/---

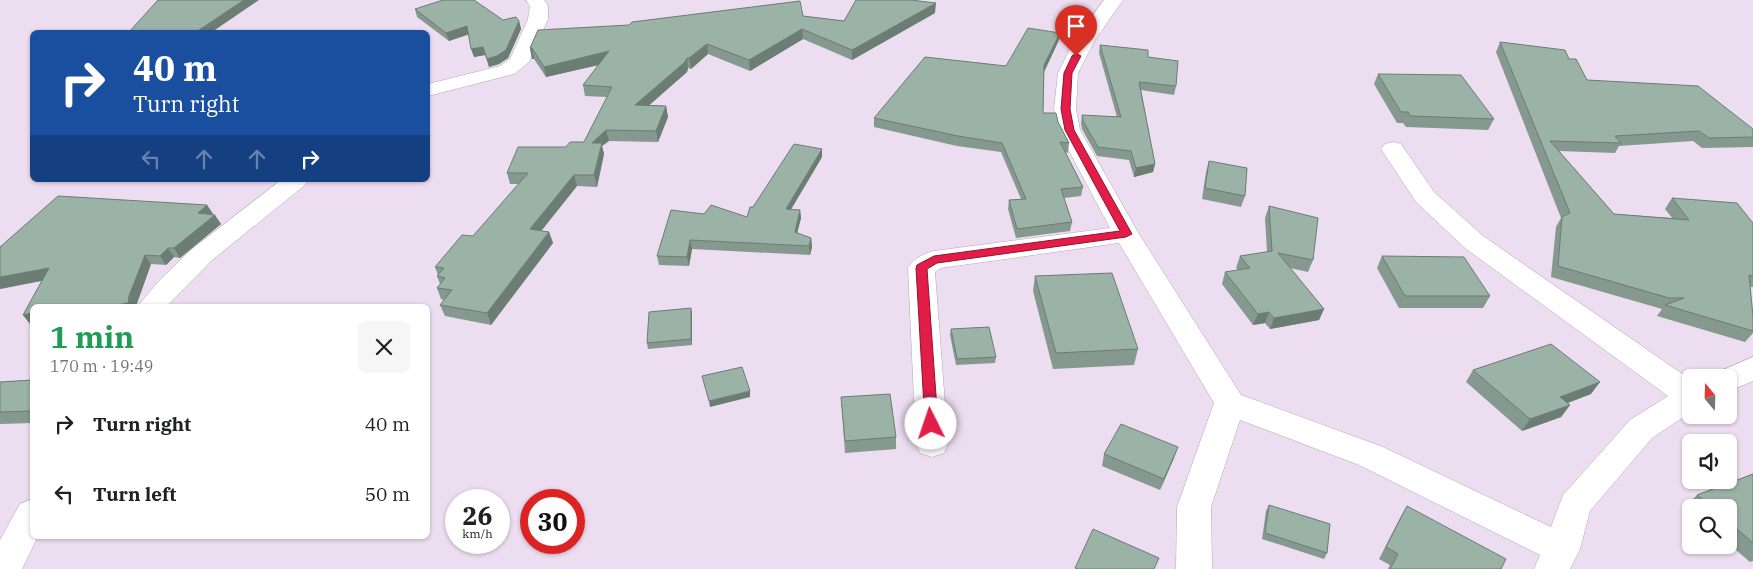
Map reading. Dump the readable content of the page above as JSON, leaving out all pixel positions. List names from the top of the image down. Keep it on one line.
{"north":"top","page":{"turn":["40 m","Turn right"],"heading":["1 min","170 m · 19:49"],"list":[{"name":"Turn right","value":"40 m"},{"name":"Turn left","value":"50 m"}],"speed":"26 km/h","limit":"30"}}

\---
/---

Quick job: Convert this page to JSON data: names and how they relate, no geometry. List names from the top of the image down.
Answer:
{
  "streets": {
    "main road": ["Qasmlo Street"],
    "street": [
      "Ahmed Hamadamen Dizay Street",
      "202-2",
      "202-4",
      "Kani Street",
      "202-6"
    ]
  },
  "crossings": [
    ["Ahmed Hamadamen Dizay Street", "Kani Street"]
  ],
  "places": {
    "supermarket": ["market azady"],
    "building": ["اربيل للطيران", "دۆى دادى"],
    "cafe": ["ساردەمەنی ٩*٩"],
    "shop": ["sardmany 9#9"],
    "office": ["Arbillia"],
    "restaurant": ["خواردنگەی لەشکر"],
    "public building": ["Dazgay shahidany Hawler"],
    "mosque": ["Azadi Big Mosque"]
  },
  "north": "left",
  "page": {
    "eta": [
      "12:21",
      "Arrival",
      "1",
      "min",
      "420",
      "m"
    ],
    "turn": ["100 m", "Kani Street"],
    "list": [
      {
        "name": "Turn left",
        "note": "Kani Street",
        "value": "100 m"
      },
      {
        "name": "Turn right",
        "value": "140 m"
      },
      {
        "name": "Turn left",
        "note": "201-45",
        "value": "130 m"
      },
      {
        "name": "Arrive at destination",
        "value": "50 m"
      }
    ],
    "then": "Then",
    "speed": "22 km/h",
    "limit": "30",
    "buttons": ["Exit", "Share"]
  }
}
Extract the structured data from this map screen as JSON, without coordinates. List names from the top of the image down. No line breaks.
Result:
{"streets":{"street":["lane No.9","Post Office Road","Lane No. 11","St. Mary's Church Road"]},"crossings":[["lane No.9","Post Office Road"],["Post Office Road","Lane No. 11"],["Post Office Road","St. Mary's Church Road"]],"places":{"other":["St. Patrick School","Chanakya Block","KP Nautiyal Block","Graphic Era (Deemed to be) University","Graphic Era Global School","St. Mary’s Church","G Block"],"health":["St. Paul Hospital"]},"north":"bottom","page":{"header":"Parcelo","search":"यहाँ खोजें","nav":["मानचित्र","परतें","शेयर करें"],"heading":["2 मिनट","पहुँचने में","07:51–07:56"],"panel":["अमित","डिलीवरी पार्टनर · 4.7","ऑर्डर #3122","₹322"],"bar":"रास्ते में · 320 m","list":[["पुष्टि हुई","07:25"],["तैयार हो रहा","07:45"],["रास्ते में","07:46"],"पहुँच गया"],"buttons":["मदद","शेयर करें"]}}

\---
/---

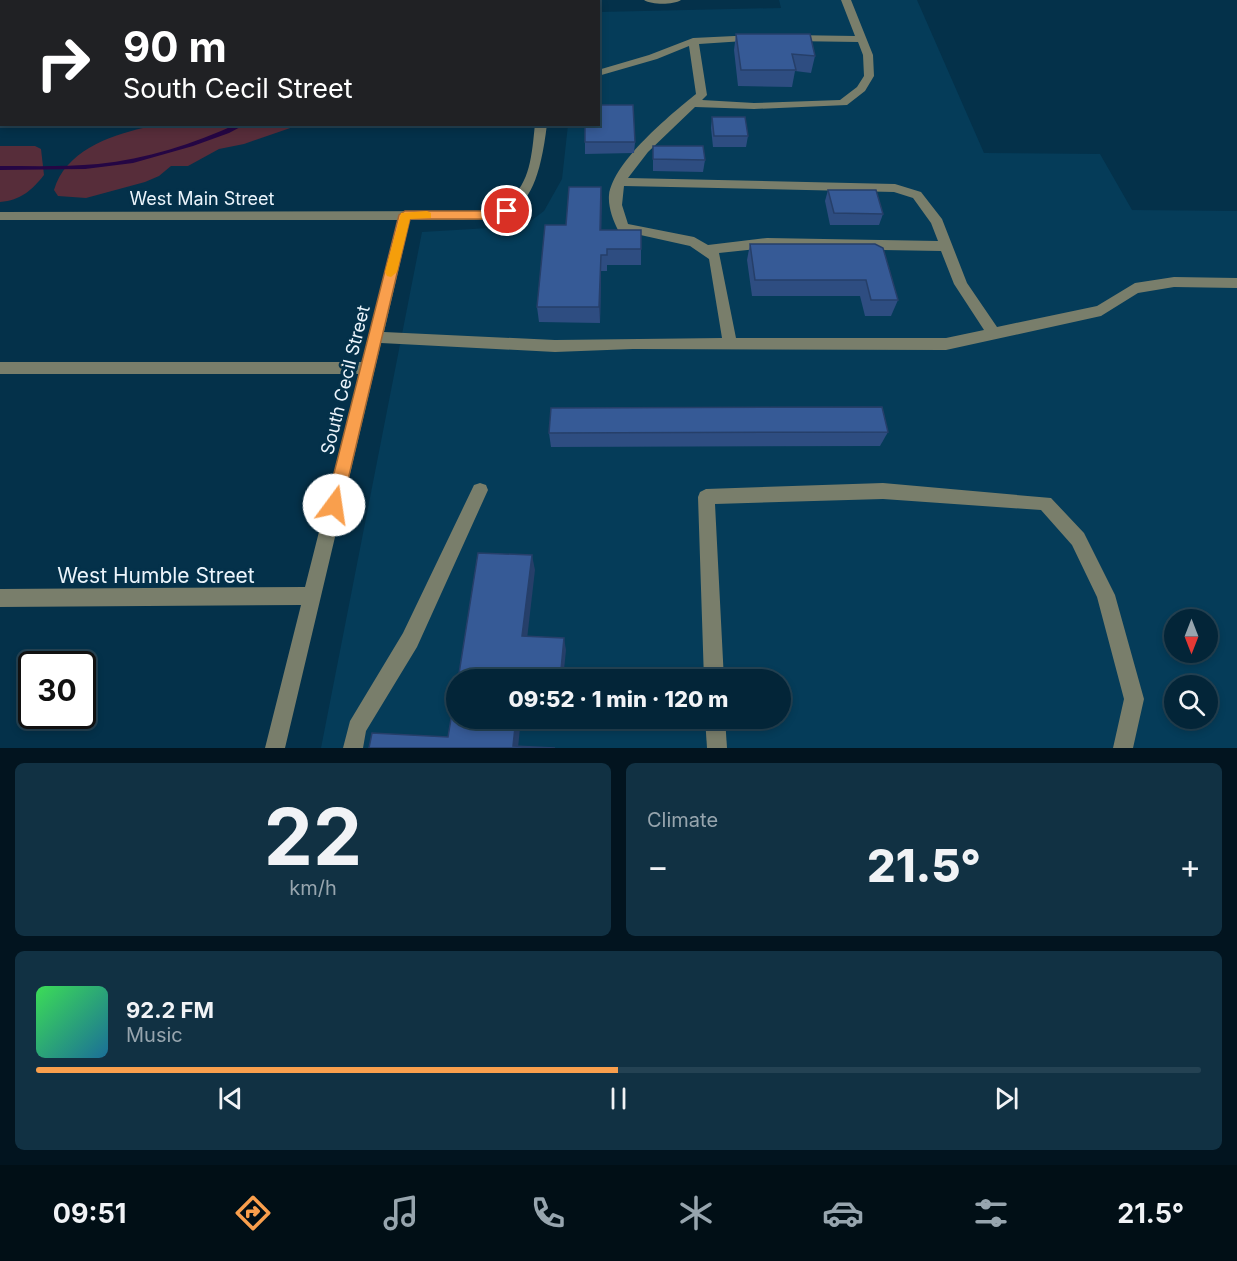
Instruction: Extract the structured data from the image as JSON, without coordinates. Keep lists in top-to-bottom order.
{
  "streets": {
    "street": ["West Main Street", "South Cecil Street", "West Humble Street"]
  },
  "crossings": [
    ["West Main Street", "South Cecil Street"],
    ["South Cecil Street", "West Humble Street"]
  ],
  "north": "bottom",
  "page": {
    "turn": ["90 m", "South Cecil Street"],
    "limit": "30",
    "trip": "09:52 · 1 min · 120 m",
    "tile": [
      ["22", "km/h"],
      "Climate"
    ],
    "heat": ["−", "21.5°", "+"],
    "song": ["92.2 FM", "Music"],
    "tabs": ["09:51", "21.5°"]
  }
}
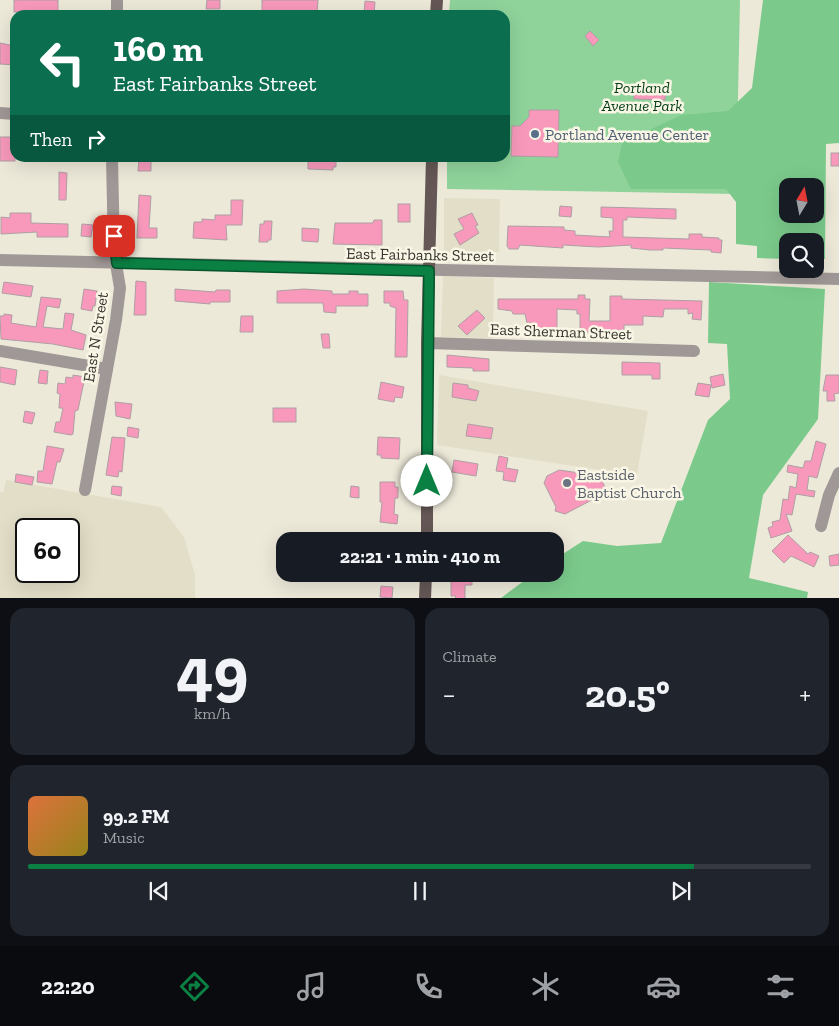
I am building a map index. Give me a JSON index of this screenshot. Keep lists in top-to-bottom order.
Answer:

\---

Find each line in the material above that carries the string "this", and copy it.

**ANSWER**.
Quick job: Convert this page to JSON data: names and how they relate, no geometry. List names from the top of the image down.
Extract the structured data from this map screen as JSON, without coordinates. List names from the top of the image down. No line breaks.
I am building a map index. Give me a JSON index of this screenshot. Keep lists in top-to-bottom order.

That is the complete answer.